The origin of the EU vehicle CO2 regulation is by now a well-known story. European car manufacturers promised to voluntarily reduce average CO2 emissions of new cars to 140 g/km by 2008, starting in 1995, when average CO2 emissions were 186 g/km. By 2005 it was clear that the manufacturers would not meet that voluntary commitment and in a mandatory regulation was adopted that set a CO2 target of 130 g/km by 2015. In 2013, EU policy makers then set a new CO2 target, 95 g/km by 2021.
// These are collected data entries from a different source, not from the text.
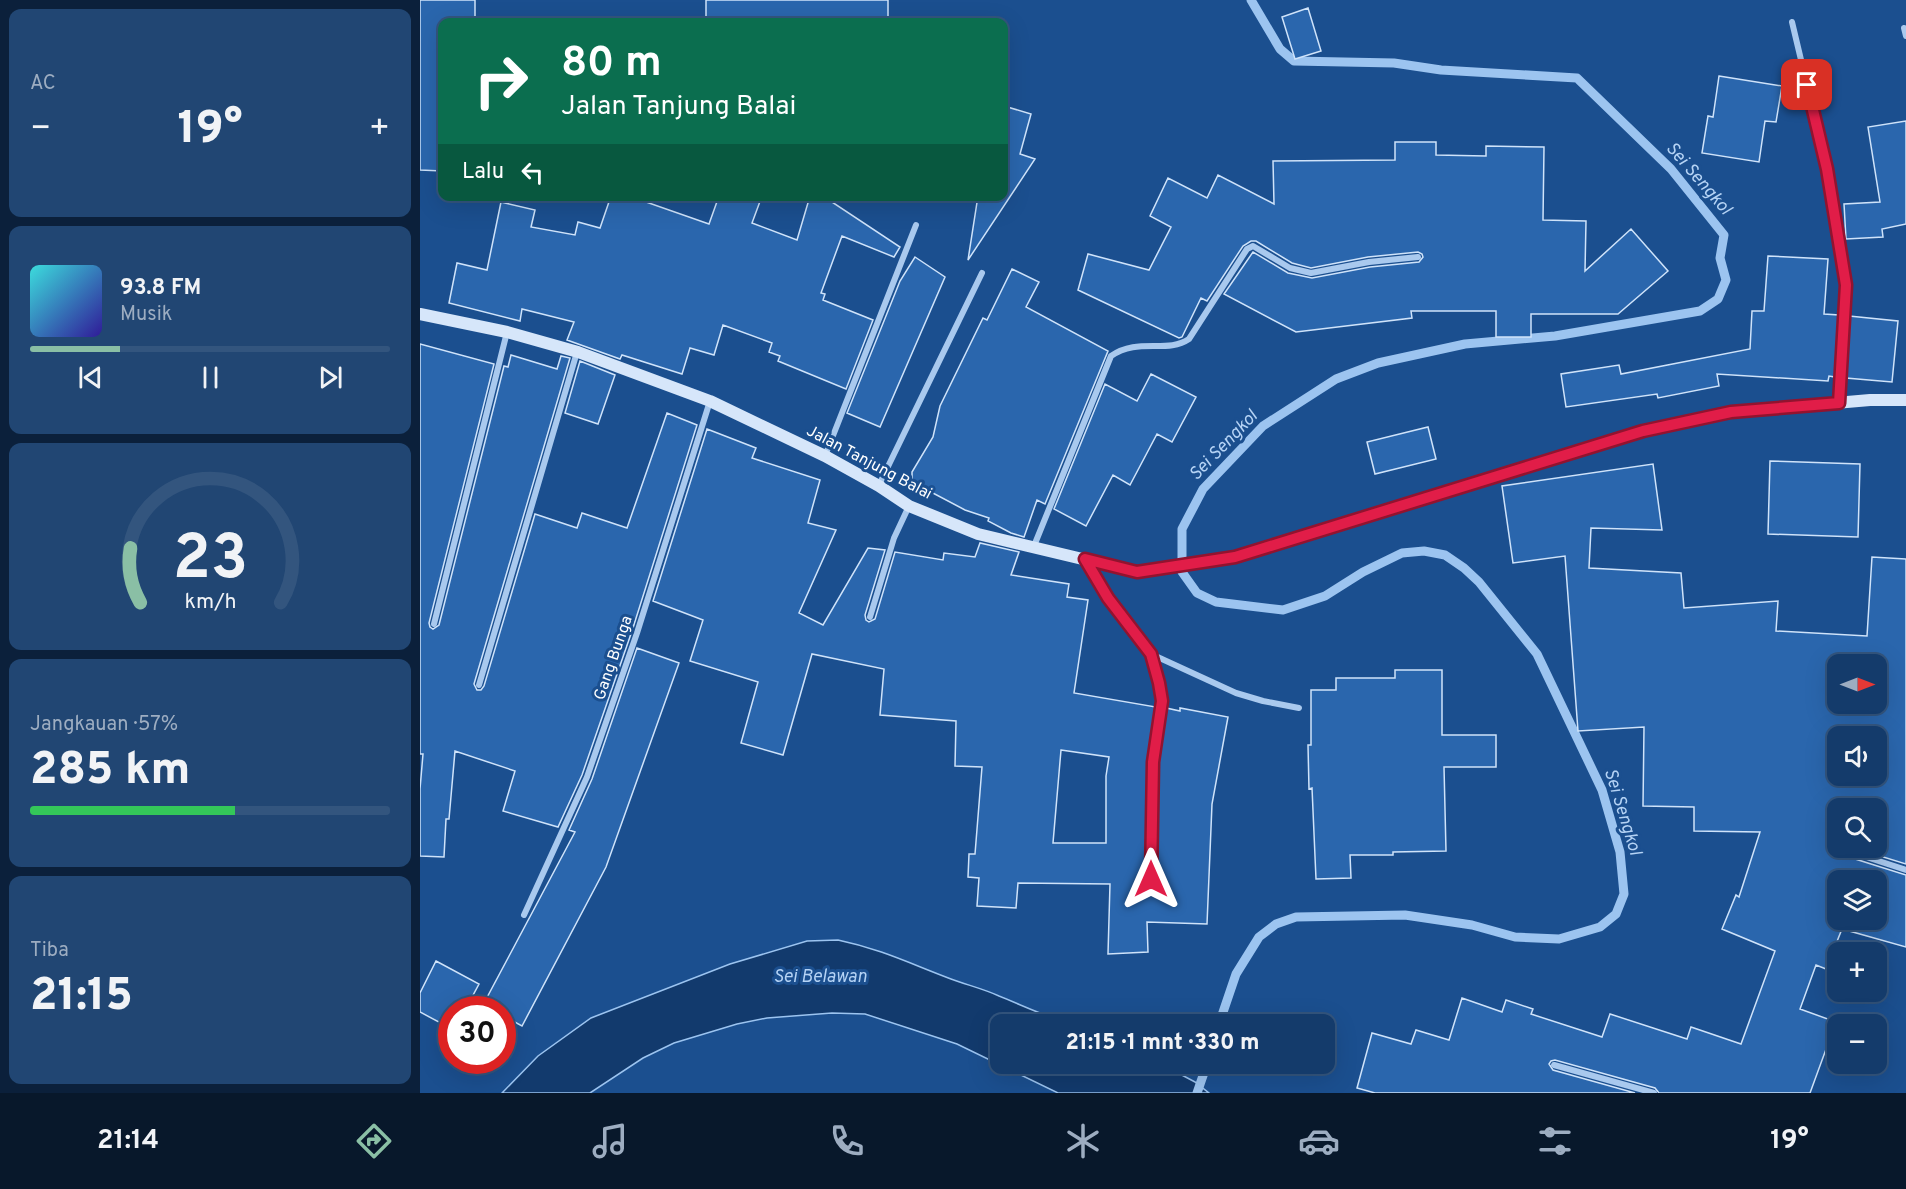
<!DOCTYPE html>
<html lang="id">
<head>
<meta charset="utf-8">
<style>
	:root { --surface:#143b6b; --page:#214673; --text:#f1f3f6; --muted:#9dadc1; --line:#33557e; --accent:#8abfa5 }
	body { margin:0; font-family:Overpass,sans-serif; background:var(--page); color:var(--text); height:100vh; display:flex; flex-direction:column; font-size:22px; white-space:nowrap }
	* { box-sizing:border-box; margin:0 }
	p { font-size:20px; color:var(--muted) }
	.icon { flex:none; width:33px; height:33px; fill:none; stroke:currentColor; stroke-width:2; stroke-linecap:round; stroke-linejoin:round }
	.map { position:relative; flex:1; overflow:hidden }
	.sheet { display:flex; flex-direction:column; gap:9px; padding:9px; background:#0b203b; width:420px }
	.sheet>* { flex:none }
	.hud { position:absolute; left:18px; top:18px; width:570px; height:183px; border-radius:12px; box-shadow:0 6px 24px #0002,0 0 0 2px var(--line); background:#0b6e4f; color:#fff; overflow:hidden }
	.needle { width:39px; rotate:90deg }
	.controls { position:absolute; left:1407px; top:654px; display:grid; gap:12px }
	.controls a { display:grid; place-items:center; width:60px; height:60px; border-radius:12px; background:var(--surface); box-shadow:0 6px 24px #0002,0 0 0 2px var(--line); font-size:30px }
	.speed { position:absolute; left:18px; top:996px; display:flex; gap:12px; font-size:30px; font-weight:700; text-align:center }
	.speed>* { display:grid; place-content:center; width:78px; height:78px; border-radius:50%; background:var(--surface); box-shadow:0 6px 24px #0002,0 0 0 2px var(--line); line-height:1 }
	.speed .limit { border:9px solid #d22; background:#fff; color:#111 }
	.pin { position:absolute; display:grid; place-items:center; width:51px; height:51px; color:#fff; margin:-26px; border-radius:12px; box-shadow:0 3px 9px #0006 }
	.me { position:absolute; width:66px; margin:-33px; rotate:0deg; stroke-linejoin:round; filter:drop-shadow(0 0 4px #0008) }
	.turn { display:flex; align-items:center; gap:21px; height:126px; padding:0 24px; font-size:27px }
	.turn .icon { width:78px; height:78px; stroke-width:2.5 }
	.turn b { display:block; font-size:42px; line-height:51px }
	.then { display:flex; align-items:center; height:57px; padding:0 24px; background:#0003; gap:12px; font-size:22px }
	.big { font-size:45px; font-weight:800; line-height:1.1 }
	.sheet .tile { flex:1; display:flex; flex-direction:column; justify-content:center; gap:9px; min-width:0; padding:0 21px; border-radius:12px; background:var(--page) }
	.sheet .dial { align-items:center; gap:0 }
	.dial svg { height:156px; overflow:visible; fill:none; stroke:var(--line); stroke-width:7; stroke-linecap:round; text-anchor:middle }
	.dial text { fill:var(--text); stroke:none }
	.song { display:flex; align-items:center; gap:18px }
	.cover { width:72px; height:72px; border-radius:9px; background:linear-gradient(135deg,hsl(180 70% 55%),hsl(250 70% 35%)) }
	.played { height:6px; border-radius:3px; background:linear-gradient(90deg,var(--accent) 25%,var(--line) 25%) }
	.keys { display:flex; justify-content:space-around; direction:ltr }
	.heat { display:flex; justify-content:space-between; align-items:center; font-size:33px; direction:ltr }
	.charge { height:9px; border-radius:4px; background:linear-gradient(90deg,#34c759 57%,var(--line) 0) }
	.trip { position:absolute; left:570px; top:1014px; width:345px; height:60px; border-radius:12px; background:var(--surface); box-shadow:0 6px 24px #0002,0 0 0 2px var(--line); font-weight:800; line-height:60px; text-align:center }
	.dock { display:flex; height:96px; justify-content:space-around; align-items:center; background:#08182b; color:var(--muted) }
	.dock .icon { width:42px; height:42px }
	.dock .current { color:var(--accent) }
	.dock b { font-size:27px; color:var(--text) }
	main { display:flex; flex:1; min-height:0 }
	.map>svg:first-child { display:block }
</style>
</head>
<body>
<main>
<section class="sheet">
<div class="tile"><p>AC</p>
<div class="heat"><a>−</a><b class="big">19°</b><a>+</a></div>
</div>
<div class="tile">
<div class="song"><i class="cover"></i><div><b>93.8 FM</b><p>Musik</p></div></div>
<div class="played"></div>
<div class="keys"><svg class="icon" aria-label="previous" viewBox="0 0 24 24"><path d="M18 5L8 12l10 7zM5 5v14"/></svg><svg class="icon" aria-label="pause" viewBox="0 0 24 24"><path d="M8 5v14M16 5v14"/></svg><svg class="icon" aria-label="next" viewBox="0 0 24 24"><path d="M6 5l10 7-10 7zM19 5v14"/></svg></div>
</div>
<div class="tile dial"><svg viewBox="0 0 100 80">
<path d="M14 69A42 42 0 1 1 86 69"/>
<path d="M14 69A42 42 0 0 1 9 41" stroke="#8abfa5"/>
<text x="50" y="56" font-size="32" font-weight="700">23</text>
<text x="50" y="72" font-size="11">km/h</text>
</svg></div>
<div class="tile"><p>Jangkauan · 57%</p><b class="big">285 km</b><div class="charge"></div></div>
<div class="tile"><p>Tiba</p><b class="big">21:15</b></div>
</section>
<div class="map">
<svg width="1486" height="1093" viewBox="0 0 1486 1093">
	<rect width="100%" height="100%" fill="#1b4f8f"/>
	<path fill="#123a6d" stroke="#9cc4f0" stroke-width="1.5" d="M418 940C461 949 491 964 531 979 547 985 564 989 579 996 604 1006 626 1017 652 1024H580V1064H741L775 1082 789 1093H638L537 1044 445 1014 412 1013 347 1018 317 1024 254 1043 223 1058 170 1093H82L118 1056 171 1018 310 964 387 941Z"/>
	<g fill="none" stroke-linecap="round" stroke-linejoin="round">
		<path stroke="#9cc4f0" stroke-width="9" d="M799 1024 816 974 839 937 856 924 876 917 985 915 1052 925 1095 937 1139 939 1180 927 1196 914 1204 894 1200 852 1182 790 1117 654 1059 582 1044 568 1025 555 1004 551 982 553 943 572 905 596 863 610 796 602 777 593 762 572V529L783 489 843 426 916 379 958 363 1045 344 1135 336 1280 311 1298 299 1306 280 1300 258 1304 235 1251 169 1157 78 1021 70 974 63 874 61 860 49 831 0
			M777 1093 787 1064"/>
	</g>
	<path fill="#2a66ad" stroke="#cfe3fa" stroke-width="1.5" fill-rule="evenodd" d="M0 0H55V22H22V171L0 170Z
		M286 0H468V22H286Z
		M888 8 901 51 875 59 862 17Z
		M1299 76 1362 86 1356 122 1345 121 1339 162 1282 153 1288 116 1293 117Z
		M584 106 611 114 600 154 615 159 548 260 558 196H584Z
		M1486 121V224L1462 229 1463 237 1426 239 1424 204 1460 202 1448 127Z
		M975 142H1016V155L1066 156V146L1124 147 1123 220 1166 221 1165 271 1211 229 1248 271 1198 314H1111V337H1076V311H991L992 318 876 332 804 294 833 252 868 273 892 278 950 267 999 262 1003 257 1002 254 998 252 948 257 891 268 872 263 836 241H831L823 246 787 301 781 298 762 337 759 338 658 290 668 254 729 270 751 227 730 216 748 178 787 198 798 175 854 204 853 161 975 160Z
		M191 196H209L289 224 299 196H342L332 223 377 240 390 196H403L480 247 474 257 422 236 401 293 405 294 403 300 453 320 426 389 358 361 360 356 349 352 352 343 303 325 294 355 270 348 262 374 202 355 200 359 147 340 154 322 102 309 100 321 29 303 37 263 67 270 81 202 115 210 111 227 155 235 158 222 180 228Z
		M1348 256 1408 259 1404 314 1419 315 1415 377 1409 376 1408 381 1297 374 1299 386 1238 398 1237 394 1146 407 1141 374 1199 365 1201 374 1330 349 1332 311H1344Z
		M495 257 525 277 460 427 427 413 480 281Z
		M592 269 619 282 606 307 688 351 625 504 617 500 604 537 591 533 568 521 569 518 545 510 492 482V472L513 437 520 406 563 318 567 320Z
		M1429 316 1478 321 1472 382 1426 378Z
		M0 344 74 364 9 623 10 627 13 629 19 625 84 366 88 367 91 355 137 369 141 356 150 358 54 684 57 690H61L64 686 115 514 157 528 162 513 207 528 247 413 277 425 212 631 162 775 138 827 83 811 95 771 35 751 29 819H26L24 857 0 856V789L3 754H0Z
		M160 361 195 375 178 424 145 413Z
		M731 374 776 397 752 442 737 434 710 485 693 475 666 526 634 509 685 384 717 401Z
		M1008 427 1016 459 955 474 947 442Z
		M287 429 336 448 332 458 400 480 388 523 416 530 379 613 403 625 448 548 465 550 445 615 446 620 449 622 455 619 475 552 523 560 524 553 555 557 560 543 599 552 591 575 649 584 647 597 668 600 654 693 736 707 728 762 726 879 729 884 734 883 736 879 738 762 746 708 760 711V708L808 717 792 804 787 924 727 922 728 952 688 954 690 884 598 883 596 908 557 906 559 878 548 877 549 854H555L562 767 535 766 536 721 460 715 464 669 392 654 363 755 321 743 338 682 270 661 283 620 233 601ZM641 750 689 757 686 776V843H633Z
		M1350 461 1440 464 1438 537 1348 534Z
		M1233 464 1242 530 1171 528 1169 568 1261 573 1264 608 1358 601 1356 631 1447 636 1452 557 1486 559V864L1434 848H1456V808H1418V848H1428L1426 852 1429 857 1486 875V947L1422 929 1406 969 1396 965 1380 1009 1416 1022 1390 1093H1239L1235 1088 1135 1060 1131 1061 1129 1064 1133 1070 1215 1093H955L937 1088 952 1033 991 1044 996 1030 1029 1040 1042 998 1082 1012 1086 1000 1113 1009 1111 1014 1182 1037 1190 1014 1267 1039 1271 1027 1321 1044 1355 951 1302 929 1316 895 1319 897 1340 832 1274 831V807L1223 806 1224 727 1158 731 1145 556 1093 563 1082 486ZM1418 664H1456V704H1418ZM1418 736H1456V776H1418ZM1418 880H1456V920H1418Z
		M217 648 259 663 186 867 102 1026 82 1015V1010H71L63 1005 155 832 149 830 172 779Z
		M975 670H1022V735H1076V767H1024L1026 851 973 852V855H930L931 878 896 879 892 788 889 789 888 745H891V690H916V678H975Z
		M16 961 59 984 45 1010H32V1029L0 1012V993Z"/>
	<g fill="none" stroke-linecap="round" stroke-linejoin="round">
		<path stroke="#a9c9ee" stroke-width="6" d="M1372 22 1407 169 1426 285 1419 403
			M1484 28 1486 36
			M405 456 496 225
			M459 485 562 273
			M614 546 691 356C718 337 747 354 769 339L827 249 833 246 870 268 891 273 949 262 998 257
			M666 560 688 598 731 654 739 683 742 701 733 762 731 879
			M450 617 474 538 489 506
			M14 624 87 332
			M731 654 816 693 843 701 879 708
			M59 685 157 352
			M1431 852 1486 870
			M104 915 167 777 217 633 290 401
			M1134 1065 1234 1093"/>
		<path stroke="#d6e6fa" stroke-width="12" d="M0 314 87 332 158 352 290 401 405 456 459 486 489 506 558 534 717 572 815 557 1223 431 1311 412 1450 400H1486"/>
	</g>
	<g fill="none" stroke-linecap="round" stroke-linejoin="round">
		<g stroke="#92132f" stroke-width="15">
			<path id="route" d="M731 879 733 762 742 701 739 683 731 654 688 598 665 559 717 572 815 557 1223 431 1311 412 1419 403 1426 285 1407 169 1387 85"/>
		</g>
		<use href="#route" stroke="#e11d48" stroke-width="10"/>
	</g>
	<g text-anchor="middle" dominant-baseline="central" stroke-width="6" stroke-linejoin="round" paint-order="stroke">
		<g font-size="16" fill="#fff" stroke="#1b4f8f">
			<text transform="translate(449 463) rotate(28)">Jalan Tanjung Balai</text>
			<text transform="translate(194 658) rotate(-71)">Gang Bunga</text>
		</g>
		<g font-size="18" font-style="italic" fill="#b5d3f5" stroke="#1b4f8f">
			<text transform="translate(1278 179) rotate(49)">Sei Sengkol</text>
			<text transform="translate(804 446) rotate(-46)">Sei Sengkol</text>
			<text transform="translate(1202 812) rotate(73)">Sei Sengkol</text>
			<text x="400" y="977">Sei Belawan</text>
		</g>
	</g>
</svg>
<div class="controls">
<a><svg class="needle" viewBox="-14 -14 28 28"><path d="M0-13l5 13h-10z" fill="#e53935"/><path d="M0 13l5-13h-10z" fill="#9dadc1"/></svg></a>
<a><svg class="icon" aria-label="sound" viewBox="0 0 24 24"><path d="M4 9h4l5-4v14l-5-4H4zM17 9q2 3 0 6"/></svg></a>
<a><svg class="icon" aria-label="search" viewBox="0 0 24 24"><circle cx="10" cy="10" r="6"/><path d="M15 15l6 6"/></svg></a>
<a><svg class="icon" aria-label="layers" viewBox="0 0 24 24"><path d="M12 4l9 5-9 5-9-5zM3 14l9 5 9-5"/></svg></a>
<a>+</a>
<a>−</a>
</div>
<div class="speed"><div class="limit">30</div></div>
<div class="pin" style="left:1387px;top:85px;background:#d93025"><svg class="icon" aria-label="arrive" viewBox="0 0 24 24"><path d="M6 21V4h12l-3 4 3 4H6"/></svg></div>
<svg class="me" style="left:731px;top:879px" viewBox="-20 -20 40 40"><path d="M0-17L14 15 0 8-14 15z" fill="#e11d48" stroke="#fff" stroke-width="4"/></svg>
<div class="trip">21:15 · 1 mnt · 330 m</div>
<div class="hud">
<div class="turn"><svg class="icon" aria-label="right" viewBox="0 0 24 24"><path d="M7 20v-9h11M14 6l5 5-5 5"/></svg><div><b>80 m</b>Jalan Tanjung Balai</div></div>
<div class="then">Lalu<svg class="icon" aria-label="left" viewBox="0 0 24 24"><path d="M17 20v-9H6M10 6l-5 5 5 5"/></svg></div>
</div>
</div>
</main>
<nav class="dock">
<b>21:14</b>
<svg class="icon current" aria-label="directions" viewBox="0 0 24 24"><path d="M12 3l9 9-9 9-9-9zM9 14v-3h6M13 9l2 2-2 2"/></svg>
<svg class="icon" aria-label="music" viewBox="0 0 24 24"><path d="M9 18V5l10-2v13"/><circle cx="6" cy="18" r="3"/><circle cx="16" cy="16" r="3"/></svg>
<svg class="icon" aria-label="phone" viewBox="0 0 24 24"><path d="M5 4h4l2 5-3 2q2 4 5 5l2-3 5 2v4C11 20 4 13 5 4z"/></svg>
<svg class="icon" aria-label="climate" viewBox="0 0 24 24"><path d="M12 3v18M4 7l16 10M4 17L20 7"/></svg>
<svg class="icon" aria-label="car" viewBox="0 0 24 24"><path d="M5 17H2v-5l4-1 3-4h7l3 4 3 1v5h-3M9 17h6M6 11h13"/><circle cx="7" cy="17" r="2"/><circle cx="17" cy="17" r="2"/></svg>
<svg class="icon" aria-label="filters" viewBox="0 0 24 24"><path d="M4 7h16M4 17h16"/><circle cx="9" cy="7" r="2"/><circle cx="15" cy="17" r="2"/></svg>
<b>19°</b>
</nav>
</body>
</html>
But that story is only part of the full story, because the vehicle CO2 standard was only part of the European Commission’s plan. In 1995, the Commission envisioned a strategy to reduce CO2 emissions from cars supported by three pillars: CO2 performance standards for new cars, improved consumer information, and reforms to the system of vehicle taxes. The logic of that approach remains compelling, and the experience of the past years adds empirical support. Now, a dramatically changing technological context, especially with respect to developments in electrified vehicles and information technologies (as those affect mobility options) highlights a number of possible components of a multifaceted strategy for the 2020–2030 time period.
Vehicle CO2 performance standards for cars, vans, and trucks—effectively enforced—are at the core of any serious effort to realize lower-carbon transport. To be in line with the EU’s climate goals for 2030, the level of ambition of the proposed 2025/30 CO2 standards must increase and must be complemented by a similar CO2 regulation for heavy-duty trucks, as well as by measures to limit the gap between official and real-world CO2 emission levels.
In addition to these EU-wide measures, the EU member states will have to leverage the effects of the new-vehicle CO2 performance standards by implementing supporting policy measures at the national level, such as emissions-based vehicle taxes, mandates for electric vehicles, and emissions-based road pricing.